Prostate Cancer: Test and Diagnosis

1st order laboratory parameters – obligatory laboratory tests.

  • PSA (prostate-specific antigen).
    • Total serum PSA level around 50 years of age proved to be a reliable predictor of the occurrence of nonlocalized prostate cancer: 66% of tumors occurred in men who had had a serum PSA level in the upper quintile, that is, a level >0.9 ng/dl. The median time to tumor occurrence was 17 years.
  • Alkaline phosphatase – in suspected bone metastases.
  • Blood count – to rule out tumor-related anemia (anemia).

Laboratory parameters 2nd order – depending on the results of the medical history, physical examination, etc.

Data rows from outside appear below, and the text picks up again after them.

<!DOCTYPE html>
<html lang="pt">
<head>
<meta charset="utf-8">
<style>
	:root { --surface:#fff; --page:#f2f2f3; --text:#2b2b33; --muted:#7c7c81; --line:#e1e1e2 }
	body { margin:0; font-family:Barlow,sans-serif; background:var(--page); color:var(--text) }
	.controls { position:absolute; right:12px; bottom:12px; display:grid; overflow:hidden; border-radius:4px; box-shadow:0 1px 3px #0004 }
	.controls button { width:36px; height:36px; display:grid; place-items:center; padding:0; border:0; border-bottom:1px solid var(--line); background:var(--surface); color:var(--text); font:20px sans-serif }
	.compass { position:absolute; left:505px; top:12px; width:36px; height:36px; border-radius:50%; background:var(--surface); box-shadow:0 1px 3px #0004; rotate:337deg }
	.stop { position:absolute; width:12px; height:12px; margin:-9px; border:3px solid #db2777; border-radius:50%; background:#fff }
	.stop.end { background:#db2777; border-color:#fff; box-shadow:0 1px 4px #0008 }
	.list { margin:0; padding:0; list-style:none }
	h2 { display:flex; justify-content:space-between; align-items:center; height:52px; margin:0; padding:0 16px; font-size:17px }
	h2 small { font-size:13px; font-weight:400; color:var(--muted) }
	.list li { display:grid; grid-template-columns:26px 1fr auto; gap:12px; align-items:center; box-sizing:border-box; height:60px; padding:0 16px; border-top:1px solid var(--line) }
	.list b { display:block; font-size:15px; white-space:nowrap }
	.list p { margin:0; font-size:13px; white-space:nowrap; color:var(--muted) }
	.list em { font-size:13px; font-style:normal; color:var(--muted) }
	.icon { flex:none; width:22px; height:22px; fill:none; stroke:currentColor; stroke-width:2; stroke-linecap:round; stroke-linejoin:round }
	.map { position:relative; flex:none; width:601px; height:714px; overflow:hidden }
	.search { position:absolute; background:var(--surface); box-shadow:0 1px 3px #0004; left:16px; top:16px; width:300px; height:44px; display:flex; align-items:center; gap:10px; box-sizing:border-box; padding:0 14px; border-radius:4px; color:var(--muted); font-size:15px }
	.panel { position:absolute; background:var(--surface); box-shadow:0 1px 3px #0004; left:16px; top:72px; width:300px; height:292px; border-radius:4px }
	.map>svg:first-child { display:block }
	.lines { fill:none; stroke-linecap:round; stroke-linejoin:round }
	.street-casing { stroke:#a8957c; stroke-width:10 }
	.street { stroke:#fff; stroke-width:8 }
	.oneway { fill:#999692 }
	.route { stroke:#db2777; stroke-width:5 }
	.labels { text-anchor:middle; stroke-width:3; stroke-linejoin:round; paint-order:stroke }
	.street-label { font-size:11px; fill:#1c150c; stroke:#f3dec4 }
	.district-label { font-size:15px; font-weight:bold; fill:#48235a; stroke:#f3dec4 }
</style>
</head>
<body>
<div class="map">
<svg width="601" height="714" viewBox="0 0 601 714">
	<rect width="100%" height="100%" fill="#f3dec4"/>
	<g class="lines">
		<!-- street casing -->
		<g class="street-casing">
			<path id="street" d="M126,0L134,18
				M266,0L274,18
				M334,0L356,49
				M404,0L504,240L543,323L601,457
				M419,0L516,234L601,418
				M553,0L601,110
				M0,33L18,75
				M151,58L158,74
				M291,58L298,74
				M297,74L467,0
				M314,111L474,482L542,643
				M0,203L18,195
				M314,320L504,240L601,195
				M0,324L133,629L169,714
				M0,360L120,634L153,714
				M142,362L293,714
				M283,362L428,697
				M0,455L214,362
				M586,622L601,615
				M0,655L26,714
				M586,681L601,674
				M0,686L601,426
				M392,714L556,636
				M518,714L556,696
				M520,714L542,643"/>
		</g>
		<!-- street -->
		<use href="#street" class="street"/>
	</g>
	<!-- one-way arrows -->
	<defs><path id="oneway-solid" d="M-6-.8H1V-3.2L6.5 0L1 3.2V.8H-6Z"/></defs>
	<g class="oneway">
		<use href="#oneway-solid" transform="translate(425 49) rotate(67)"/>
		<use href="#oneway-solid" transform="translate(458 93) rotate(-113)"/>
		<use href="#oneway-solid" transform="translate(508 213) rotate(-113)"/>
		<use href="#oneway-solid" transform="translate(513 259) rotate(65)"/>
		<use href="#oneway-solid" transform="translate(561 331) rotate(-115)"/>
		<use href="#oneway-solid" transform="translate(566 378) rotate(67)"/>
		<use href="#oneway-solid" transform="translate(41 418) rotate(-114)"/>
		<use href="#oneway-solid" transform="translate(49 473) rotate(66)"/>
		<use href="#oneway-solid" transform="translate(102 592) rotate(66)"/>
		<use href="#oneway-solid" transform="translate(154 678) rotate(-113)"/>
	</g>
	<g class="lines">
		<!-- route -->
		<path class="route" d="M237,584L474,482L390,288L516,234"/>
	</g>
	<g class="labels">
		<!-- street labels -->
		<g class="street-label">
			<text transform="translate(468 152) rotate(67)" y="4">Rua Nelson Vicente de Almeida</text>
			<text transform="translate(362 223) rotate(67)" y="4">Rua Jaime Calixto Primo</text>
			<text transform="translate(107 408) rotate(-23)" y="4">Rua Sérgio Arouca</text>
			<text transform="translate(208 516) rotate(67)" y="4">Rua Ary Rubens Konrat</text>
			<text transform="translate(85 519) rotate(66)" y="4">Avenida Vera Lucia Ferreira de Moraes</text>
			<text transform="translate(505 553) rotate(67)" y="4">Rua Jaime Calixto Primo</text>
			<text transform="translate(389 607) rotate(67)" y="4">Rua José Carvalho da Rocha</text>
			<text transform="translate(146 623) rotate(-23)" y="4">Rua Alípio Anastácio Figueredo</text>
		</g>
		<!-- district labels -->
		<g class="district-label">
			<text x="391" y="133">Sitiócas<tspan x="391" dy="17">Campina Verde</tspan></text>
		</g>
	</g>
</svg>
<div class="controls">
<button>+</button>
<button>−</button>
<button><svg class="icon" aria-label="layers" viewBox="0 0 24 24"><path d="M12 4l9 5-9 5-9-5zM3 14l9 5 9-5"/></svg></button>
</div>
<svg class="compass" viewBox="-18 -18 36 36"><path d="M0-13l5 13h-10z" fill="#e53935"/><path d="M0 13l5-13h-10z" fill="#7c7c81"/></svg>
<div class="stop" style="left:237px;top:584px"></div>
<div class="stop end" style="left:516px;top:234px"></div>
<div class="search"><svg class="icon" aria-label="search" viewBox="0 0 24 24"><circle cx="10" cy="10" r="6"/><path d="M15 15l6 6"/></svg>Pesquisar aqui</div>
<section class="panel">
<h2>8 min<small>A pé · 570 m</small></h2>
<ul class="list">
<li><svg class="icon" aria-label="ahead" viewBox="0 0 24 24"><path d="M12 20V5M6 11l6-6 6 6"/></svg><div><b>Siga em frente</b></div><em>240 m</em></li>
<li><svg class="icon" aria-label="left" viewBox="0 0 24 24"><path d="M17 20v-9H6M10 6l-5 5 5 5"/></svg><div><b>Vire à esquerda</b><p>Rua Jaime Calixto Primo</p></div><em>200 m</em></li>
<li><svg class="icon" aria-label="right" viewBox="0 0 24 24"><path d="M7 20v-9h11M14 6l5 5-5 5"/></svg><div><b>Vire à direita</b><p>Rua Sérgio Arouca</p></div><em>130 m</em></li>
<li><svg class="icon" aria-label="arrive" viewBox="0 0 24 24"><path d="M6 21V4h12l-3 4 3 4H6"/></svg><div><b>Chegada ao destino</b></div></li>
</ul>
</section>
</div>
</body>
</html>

  • Renal parameters – urea, creatinine, cystatin C or creatinine clearance, if necessary.
  • Molecular genetic testing
    • PCA 3 test – specific molecular genetic test in which prostate cells from a urine sample are analyzed. PCA3 is a gene expressed exclusively in prostate tissue.
    • P16 (regulator gene) – was an independent prognostic marker in prostate cancer in a phase III study.
    • ESRP1 (oncogene) – associated with very rapidly dividing and highly aggressive prostate cancer (detectable even in early tumor stage).
    • RNA assay measuring serum and urine expression of ten different genes associated with progression and metastasis (progression and formation of daughter tumors) of prostate tumors; following are the results:
      • Related to biopsy results, the authors calculated a sensitivity (percentage of diseased patients in whom the disease is detected by using the test, i.e., a positive test result occurs) of 88-95% for the test
      • Related to the prostatectomy findings, the sensitivity was 92-97%.
      • However, the specificity (probability that actually healthy people who do not have the disease in question are also detected as healthy in the test) was only 39-45%; however, the test is helpful to exclude dangerous tumors in men with low Gleason score (3+3) in the biopsy (tissue sampling)
    • Detection of AR-V7 in exosomal RNA from plasma (is present in any tumor cell with resistant receptor) – predictor of resistance to anti-hormonal therapies (e.g., abiraterone, enzalutamide).
    • TMPRSS2-ERG fusion gene – fusion of TMPRSS2 with ERG occurs in 40-70% of all diagnosed prostate cancers.
  • Histological (fine tissue) examination from tissue cylinders (10-12) after prostate biopsy (punch biopsy/obtaining tissue cylinders for the purpose of histological/fine tissue examination) under transrectal sonographic control:
    • Immunohistochemistry is not to be followed for clearly malignant or benign lesions
    • In cases that are unclear with regard to dignity (biological behavior of tumors; i.e., whether they are benign (benign) or malignant (malignant)): immunohistochemical clarification with one or two basal cell markers, possibly supplemented by a positive marker of prostate carcinoma (e.g., AMACR or FASN)

Interpretation of PSA values before therapy

75-90% of all prostate cancers are revealed by a pathological PSA level. The probability of detecting a prostate carcinoma is:

  • PSA < 4 ng/ml: 4-15 %.
  • PSA > 4 ng/ml and < 10 ng/ml: 25%.
  • PSA > 10 ng/ml: 33-50 %

Currently, above a threshold of 4 ng/ml, despite a negative digital rectal examination (DRU; examination of the rectum (rectum) and neighboring organs (e.g., prostate) with a finger), it is recommended to perform a prostate punch biopsy (tissue sampling from the prostate). Nevertheless, these values mean that especially in the gray zone range between 4 ng/ml and 10 ng/ml and negative digital-rectal examination, prostate punch biopsy does not reveal carcinoma in 75% of cases and is performed “for free”, so to speak. Through various methods, therefore, the differentiation between benign (benign) and malignant (malignant) prostate disease is attempted to increase with the PSA.

Interpretation of the PSA value in recurrent or metastatic prostate cancer

  • After radical prostatectomy, a PSA level confirmed in at least two measurements to be >0.2 ng/mL identifies biochemical recurrence.→ Biooptical confirmation of biochemical recurrence is not required.
  • After radiotherapy alone, a PSA increase of > 2 ng/ml confirmed in at least two measurements above the postinterventional PSA nadir denotes biochemical recurrence.→ Bioptic confirmation of biochemical recurrence in patients after radiotherapy with the option of local recurrence therapy should be sought.